Поддержанию постоянного наблюдения способствовала сама архитектура дома. Это было одноэтажное строение, буквой U окружавшее внутренний двор с лужайкой посередине, единственным деревом, которое упорно отказывалось разрастаться, и четырьмя симметрично расположенными клумбами, где весной высаживали тюльпаны, летом герани, а осенью георгины. Двор был обустроен прочными деревянными скамейками, чтобы постояльцы летом могли принимать солнечные ванны. На каждой имелась табличка в чью-нибудь память, этакое memento mori, которое могло расстраивать только «пользователей», менее стойких, чем любимые старики миссис Доггет. В конце концов, шестьдесят и более лет XX века им уже удалось прожить.
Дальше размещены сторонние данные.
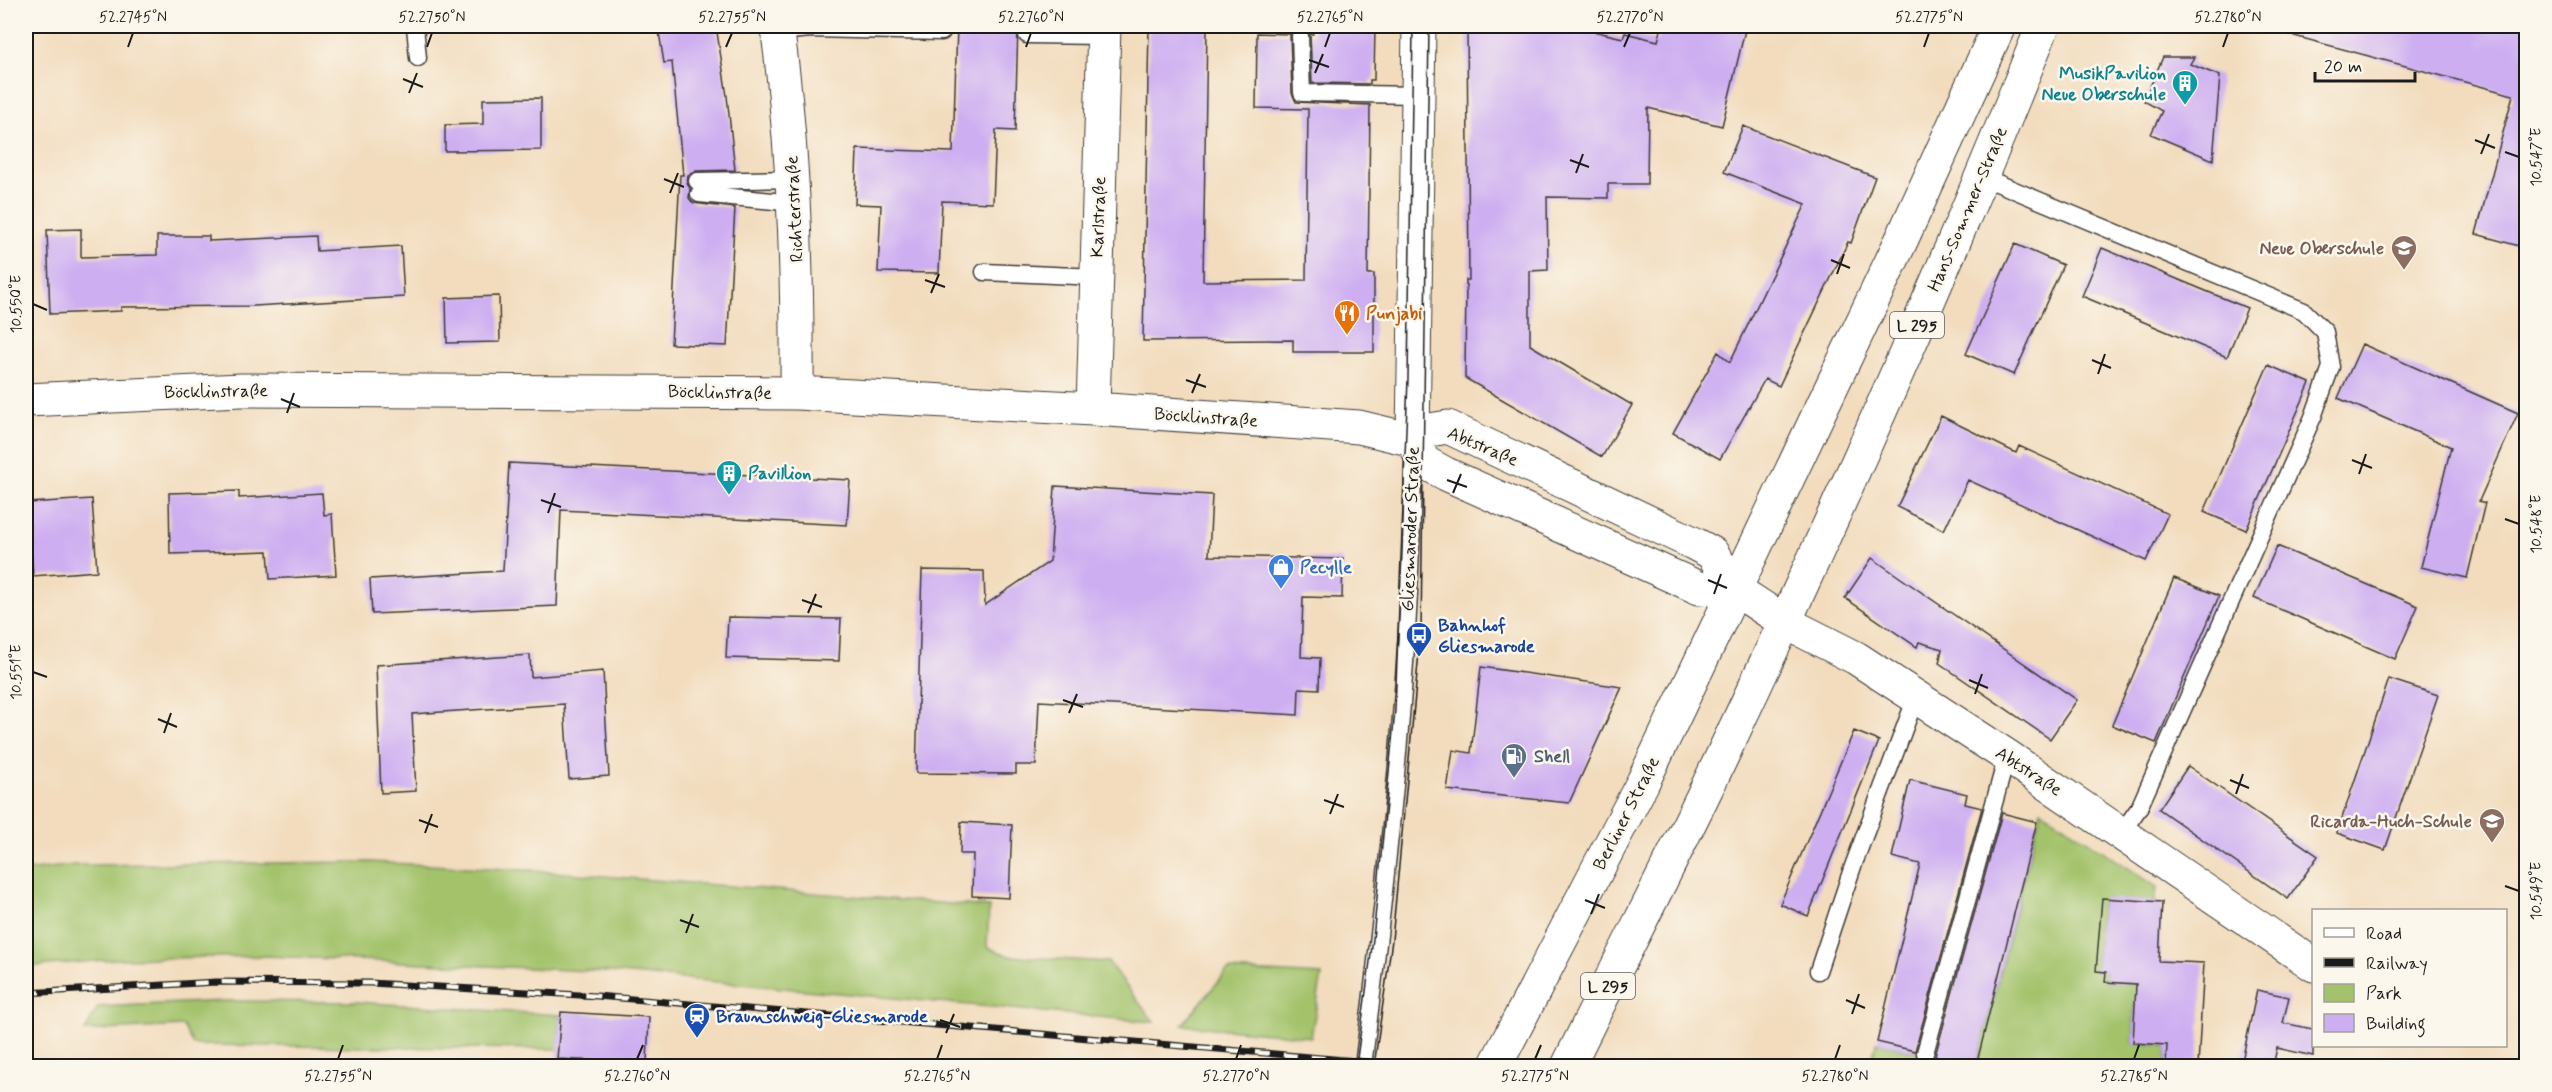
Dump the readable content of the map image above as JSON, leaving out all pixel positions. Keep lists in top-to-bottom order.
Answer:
{
  "streets": {
    "street": [
      "Richterstraße",
      "Hans-Sommer-Straße",
      "Karlstraße",
      "L 295",
      "Böcklinstraße",
      "Abtstraße",
      "Gliesmaroder Straße",
      "Berliner Straße"
    ]
  },
  "crossings": [
    ["Richterstraße", "Böcklinstraße"],
    ["Hans-Sommer-Straße", "L 295"],
    ["Hans-Sommer-Straße", "Abtstraße"],
    ["Karlstraße", "Böcklinstraße"],
    ["L 295", "Abtstraße"],
    ["L 295", "Berliner Straße"],
    ["Böcklinstraße", "Abtstraße"],
    ["Böcklinstraße", "Gliesmaroder Straße"],
    ["Abtstraße", "Gliesmaroder Straße"],
    ["Abtstraße", "Berliner Straße"]
  ],
  "places": {
    "building": ["MusikPavilion Neue Oberschule", "Pavillion"],
    "school or university": ["Neue Oberschule", "Ricarda-Huch-Schule"],
    "restaurant": ["Punjabi"],
    "shop": ["Pecylle"],
    "bus stop": ["Bahnhof Gliesmarode"],
    "fuel station": ["Shell"],
    "station": ["Braunschweig-Gliesmarode"]
  },
  "legend": [
    "Road",
    "Railway",
    "Park",
    "Building"
  ],
  "scale_bar": "20 m",
  "coordinates": [
    "52.2745°N",
    "52.2750°N",
    "52.2755°N",
    "52.2760°N",
    "52.2765°N",
    "52.2770°N",
    "52.2775°N",
    "52.2780°N",
    "10.547°E",
    "10.550°E",
    "10.548°E",
    "10.551°E",
    "10.549°E",
    "52.2785°N"
  ]
}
Не очень-то удобно устраивать пикник, расположившись рядком на жесткой скамейке и не имея стола. Милдред предусмотрительно прихватила большие бумажные салфетки, которые они постелили себе на колени. Она передавала по цепочке тарелки с лососем, языком, раскладывала на них листья салата и помидоры. Остальные скамейки пустовали – постояльцы не были любителями свежего воздуха, – но за участниками пикника следили заинтересованные взгляды, а из окна своего кабинета, выходившего на противоположную сторону двора, миссис Доггет ободряюще махала им рукой. Огастас Мейбрик ел охотно, но молча. Пока не покончили с фруктовым салатом, разговор тянулся пунктирно, но после этого, как и ожидалось, Огастас завел старую песню о своем переезде.
Они выслушали ее молча, потом Родни Мейбрик произнес:
– Прости, папа, но твоя идея неосуществима. Пребывание в «Мейтленд-лодже» стоит тридцать пять тысяч фунтов в год, и цена почти наверняка будет расти. Это вызовет невосполнимую убыль нашего капитала.
– Капитала, которого вам бы не иметь, если бы не я.
– Ты передал Милдред и мне бо́льшую часть наследства дяди Мортимера, и мы, разумеется, очень благодарны тебе. Можем заверить, что деньги не будут потрачены впустую. Ты бы и сам не отдал нам этот капитал, если бы не был уверен в нашей финансовой честности и эффективности.
– Я не видел причины, по которой чертово правительство должно получить мои деньги.
– Именно.
– Но сейчас я не вижу причины, по которой я сам, в свои преклонные годы, не могу получить немного комфорта.
– Папа, тут тебе вполне комфортабельно. Этот сад восхитительный, – заметила Милдред.
– Этот сад – сущий ад.
– Я не сомневаюсь, – продолжил Родни, – что, завещая деньги тебе, дядя Мортимер считал их семейным капиталом, а его следует должным образом инвестировать, преумножить и, в свою очередь, оставить своим детям и внукам.
– Ничего подобного Мортимер не думал. В то последнее Рождество, которое мы все проводили в Пентленде, – то самое, когда он умер, – он сообщил мне, что собирается послать за адвокатом, как только контора откроется после праздников, и изменить завещание.
– Мимолетная причуда. Со стариками такое случается. Но в любом случае возможности осуществить ее ему не представилось.
– Не представилось, – подтвердил отец. – Об этом я позаботился. Именно поэтому я его и убил.
Единственное, что пришло в голову Милдред при подобном заявлении, уточнить: «Что ты сказал, папа?» Однако едва ли уместно было задавать такой вопрос. Отец произнес свои слова громко и внятно. И пока она пыталась придумать что-нибудь более разумное, ее брат тихо промолвил:
– Это нелепо, папа. Ты его убил? Как ты его убил?
– Мышьяком.
К Милдред вернулся дар речи, и она напомнила:
– Дядя Мортимер умер от сердечной болезни, осложненной вирусной пневмонией и гастроэнтеритом.
– Осложненными мышьяком, – усмехнулся отец.
– Где ты взял мышьяк, папа?
Голос Родни звучал подчеркнуто спокойно. В отличие от сестры, сидевшей на краю скамейки прямо, он вальяжно откинулся на спинку и, расслабившись настолько, насколько позволяла твердость дерева, принял позу человека, собирающегося позабавиться старческими фантазиями отца.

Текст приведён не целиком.